Задержав дыхание, я плавным движением вышла в проход, выставляя оружие вперед. Но так и замерла, разглядев притаившуюся внутри фигуру.
В этом месте – облезлом, разрушенном, пустом – Данте выглядел чем-то инородном в своем костюме и длинном пальто. Он стоял, заложив руки в карманы, и пытался рассмотреть что-то сквозь мутное стекло. Это было главной причиной, по которой я обосновалась именно в этой комнате: у нее единственной окна были целы.
На мое появление Дон отреагировал сдержанным поворотом головы. Глазами осмотрел меня сразу всю: и внешний вид, и направленный в его сторону пистолет, который, кажется, вообще никак ни удивил, ни напугал Данте. Он воспринял его как данность.
Он бы отреагировал так и в любой другой момент – спокойно, потому что знал: я не причиню ему вреда. Но в этот раз…
Его плечи были опущены так, будто на них висел невидимый груз. Спина, всегда прямая и гордая, чуть сгорбилась, выдавая усталость, которую Дон никогда не позволял себе показывать. В его позе была не просто усталость – опустошенность. Такая глубокая, что, казалось, даже воздух вокруг него стал гуще и холоднее. Он стоял, отрешенный и разбитый, и в его неподвижности читалось отчаяние, которое он тщательно скрывал ото всех. И в этот момент он был не Стальным Доном, а просто человеком, который нес бремя, слишком тяжелое даже для него.

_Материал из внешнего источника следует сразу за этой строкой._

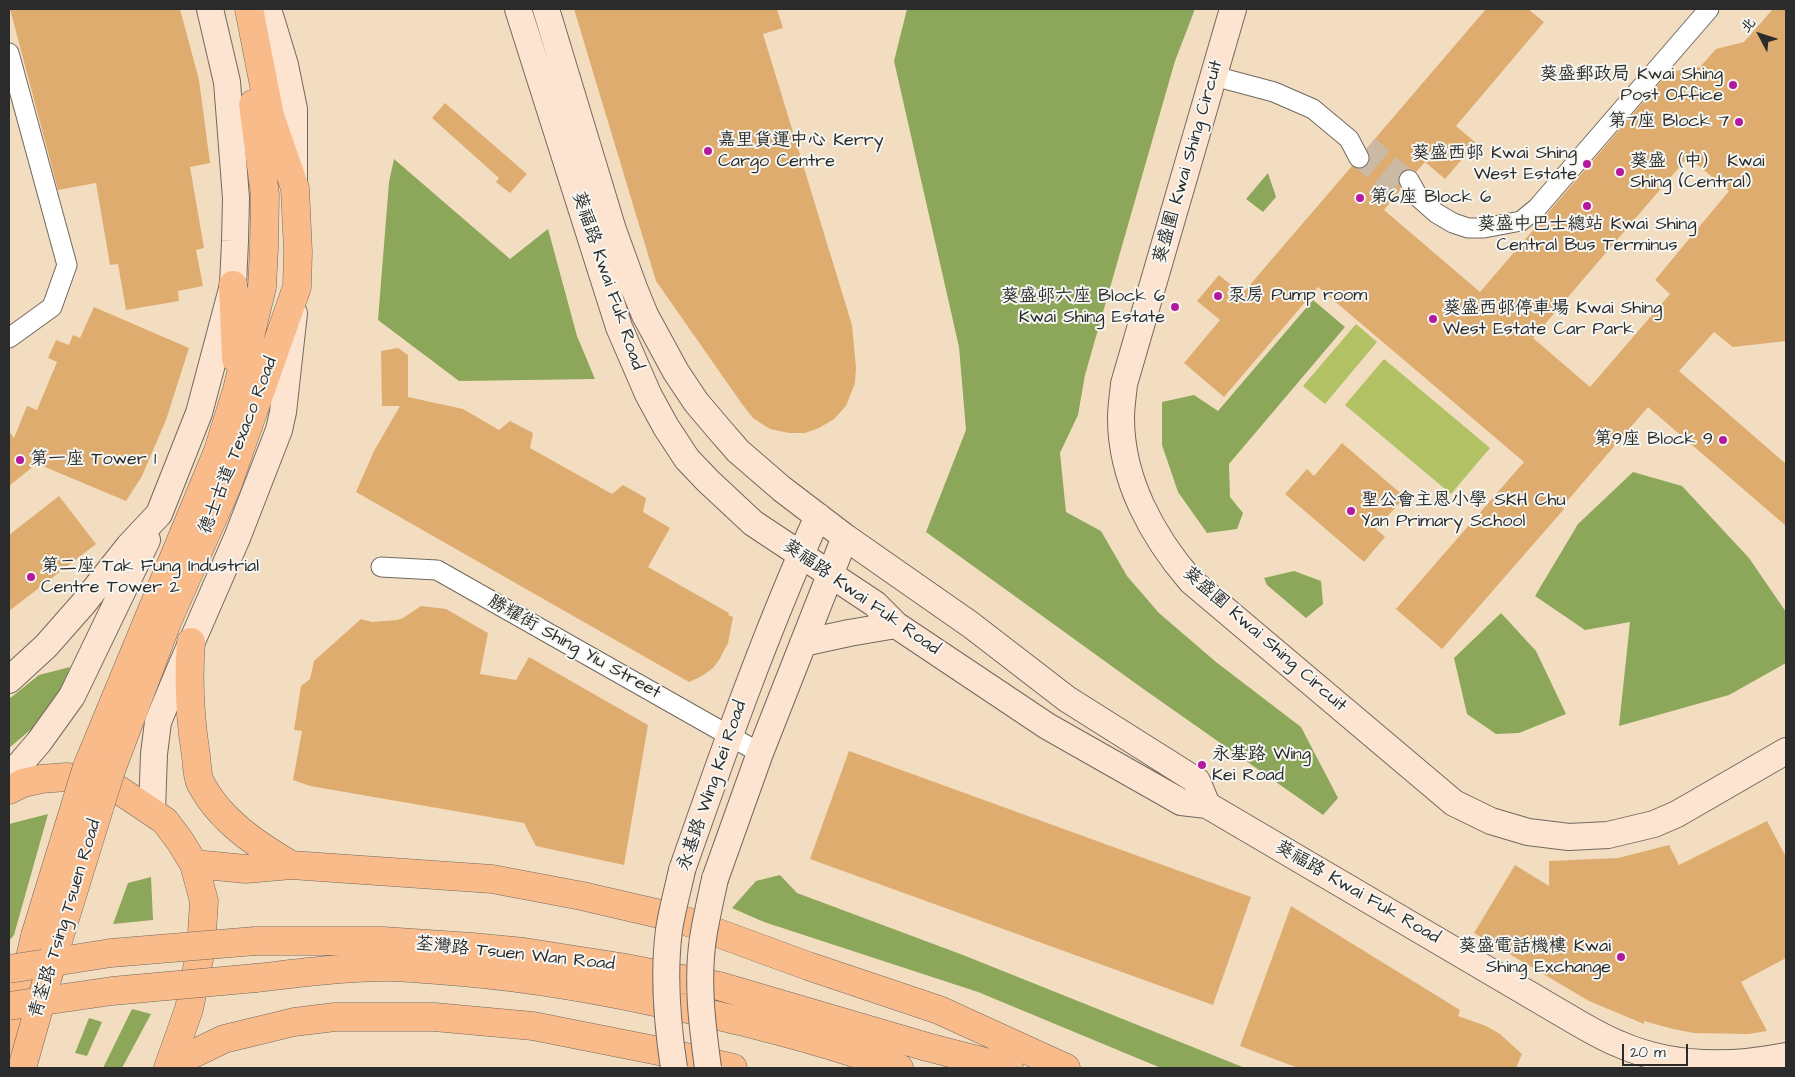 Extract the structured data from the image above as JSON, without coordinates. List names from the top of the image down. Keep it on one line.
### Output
{"streets":{"main road":["葵盛圍 Kwai Shing Circuit","葵福路 Kwai Fuk Road","德士古道 Texaco Road","永基路 Wing Kei Road","青荃路 Tsing Tsuen Road","荃灣路 Tsuen Wan Road"],"street":["勝耀街 Shing Yiu Street"]},"crossings":[["葵福路 Kwai Fuk Road","永基路 Wing Kei Road"],["德士古道 Texaco Road","青荃路 Tsing Tsuen Road"],["勝耀街 Shing Yiu Street","永基路 Wing Kei Road"]],"places":["葵盛郵政局 Kwai Shing Post Office","第7座 Block 7","嘉里貨運中心 Kerry Cargo Centre","葵盛西邨 Kwai Shing West Estate","葵盛（中） Kwai Shing (Central)","第6座 Block 6","葵盛中巴士總站 Kwai Shing Central Bus Terminus","泵房 Pump room","葵盛邨六座 Block 6 Kwai Shing Estate","葵盛西邨停車場 Kwai Shing West Estate Car Park","第9座 Block 9","第一座 Tower 1","聖公會主恩小學 SKH Chu Yan Primary School","第二座 Tak Fung Industrial Centre Tower 2","永基路 Wing Kei Road","葵盛電話機樓 Kwai Shing Exchange"],"scale_bar":"20 m","north":"top left"}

Таким я видела Данте Орсини лишь однажды. Поэтому сразу все поняла.
– Кто? – глухо поинтересовалась я, опуская оружие.
Кто-то сегодня погиб. Кто-то достаточно близкий к Дону, чтобы тот сейчас стоял передо мной и не скрывал пожирающую его боль. Кто-то, чья потеря если не раздавила, то значительно ударила по выдержке Орсини.
Кто-то, кого знала и я. Иначе зачем бы Данте приезжать ко мне, верно?
Я ждала, чувствуя, как внутри все холодеет. Только одно имя я боялась услышать. Только одного человека боялась потерять так же сильно, как стоящего напротив мужчину. И если Данте сейчас назовет Марко…
– Эцио.
Его тихий голос приглушенным эхо отрикошетил от стен, выдавая все то отчаяние, которое душило Данте изнутри. А я испытала облегчение, не получив подтверждение своим самым глубоким страхам.
– Как?
Я вернула предохранитель на место и сделала несколько шагов, откидывая пистолет на матрас.
– Они подорвали его машину на подъезде к заводу, – безэмоционально выдал Данте. Он не злился, не оплакивал – все это он уже сумел пережить где-то там, за стенами моего склада. Ко мне он приходил с другим чувством – тем, с которым не мог справиться в одиночку. С тоской.
Я не стала спрашивать, о ком речь. Сразу стало понятно, почему Триада молчала так долго: они готовились нанести удар не по объектам Семьи, не по ее финансам или каналам сбыта. Они били точно в сердце Стального Дона, убирая не просто Капо – убивая близкого человека.
«Псов Данте» всегда было пятеро: я, Марко, Нико, Сандро и Эцио. Пятеро детей, выросших в подвалах старой винодельни. Выживших в подвалах старой винодельни. Я не могла назвать нас друзьями – только Марко был мне достаточно близок для подобного определения. Но мы уважали друг друга. Здраво оценивали сильные и слабые стороны. Ценили то, что каждый из нас делал для Семьи и лично дона Орсини.
Но для Данте… в его душе каждый из нас занимал особое место. Он воспитывал нас для себя, но неизбежно и сам привязывался к каждому.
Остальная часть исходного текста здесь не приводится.